Functions

Tarjan

supar.structs.fn.tarjan(sequence)[source]

Tarjan algorithm for finding Strongly Connected Components (SCCs) of a graph.

Parameters

sequence (list) – List of head indices.

Yields

A list of indices making up a SCC. All self-loops are ignored.

Examples

>>> next(tarjan([2, 5, 0, 3, 1]))  # (1 -> 5 -> 2 -> 1) is a cycle
[2, 5, 1]

ChuLiuEdmods

supar.structs.fn.chuliu_edmonds(s)[source]

ChuLiu/Edmonds algorithm for non-projective decoding [McDonald et al. 2005].

Some code is borrowed from tdozat’s implementation. Descriptions of notations and formulas can be found in [McDonald et al. 2005].

Notes

The algorithm does not guarantee to parse a single-root tree.

Parameters

s (Tensor) – [seq_len, seq_len]. Scores of all dependent-head pairs.

Returns

A tensor with shape [seq_len] for the resulting non-projective parse tree.

Return type

Tensor

MST

supar.structs.fn.mst(scores, mask, multiroot=False)[source]

MST algorithm for decoding non-projective trees. This is a wrapper for ChuLiu/Edmonds algorithm.

The algorithm first runs ChuLiu/Edmonds to parse a tree and then have a check of multi-roots, If multiroot=True and there indeed exist multi-roots, the algorithm seeks to find best single-root trees by iterating all possible single-root trees parsed by ChuLiu/Edmonds. Otherwise the resulting trees are directly taken as the final outputs.

Parameters
  • scores (Tensor) – [batch_size, seq_len, seq_len]. Scores of all dependent-head pairs.

  • mask (BoolTensor) – [batch_size, seq_len]. The mask to avoid parsing over padding tokens. The first column serving as pseudo words for roots should be False.
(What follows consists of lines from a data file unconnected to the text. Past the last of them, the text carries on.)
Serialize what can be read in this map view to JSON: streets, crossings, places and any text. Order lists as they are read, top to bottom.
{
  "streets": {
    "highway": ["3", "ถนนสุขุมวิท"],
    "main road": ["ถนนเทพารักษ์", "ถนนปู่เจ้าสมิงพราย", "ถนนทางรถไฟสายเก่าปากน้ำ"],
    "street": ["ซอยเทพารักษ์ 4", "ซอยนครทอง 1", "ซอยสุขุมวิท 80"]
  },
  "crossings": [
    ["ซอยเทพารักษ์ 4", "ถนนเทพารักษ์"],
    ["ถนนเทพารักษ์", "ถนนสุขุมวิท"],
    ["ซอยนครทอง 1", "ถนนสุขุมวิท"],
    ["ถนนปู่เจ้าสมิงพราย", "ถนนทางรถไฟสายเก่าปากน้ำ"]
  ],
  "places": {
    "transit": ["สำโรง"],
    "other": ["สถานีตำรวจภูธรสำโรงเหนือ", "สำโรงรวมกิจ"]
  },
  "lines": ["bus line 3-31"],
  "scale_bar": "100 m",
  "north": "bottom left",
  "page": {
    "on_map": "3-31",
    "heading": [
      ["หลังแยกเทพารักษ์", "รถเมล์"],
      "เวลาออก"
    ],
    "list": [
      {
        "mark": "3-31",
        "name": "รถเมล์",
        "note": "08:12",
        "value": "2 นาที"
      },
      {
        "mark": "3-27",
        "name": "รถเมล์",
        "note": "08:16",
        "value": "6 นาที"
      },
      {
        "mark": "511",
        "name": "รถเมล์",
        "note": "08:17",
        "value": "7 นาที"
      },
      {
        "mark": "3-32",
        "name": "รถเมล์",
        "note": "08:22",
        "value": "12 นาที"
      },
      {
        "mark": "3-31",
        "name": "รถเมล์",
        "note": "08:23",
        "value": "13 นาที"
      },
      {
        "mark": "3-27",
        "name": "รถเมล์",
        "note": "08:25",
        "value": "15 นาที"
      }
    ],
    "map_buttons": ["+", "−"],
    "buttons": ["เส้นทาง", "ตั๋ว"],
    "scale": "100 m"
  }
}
  • multiroot (bool) – Ensures to parse a single-root tree If False.

Returns

A tensor with shape [batch_size, seq_len] for the resulting non-projective parse trees.

Return type

Tensor

Examples

>>> scores = torch.tensor([[[-11.9436, -13.1464,  -6.4789, -13.8917],
                            [-60.6957, -60.2866, -48.6457, -63.8125],
                            [-38.1747, -49.9296, -45.2733, -49.5571],
                            [-19.7504, -23.9066,  -9.9139, -16.2088]]])
>>> scores[:, 0, 1:] = MIN
>>> scores.diagonal(0, 1, 2)[1:].fill_(MIN)
>>> mask = torch.tensor([[False,  True,  True,  True]])
>>> mst(scores, mask)
tensor([[0, 2, 0, 2]])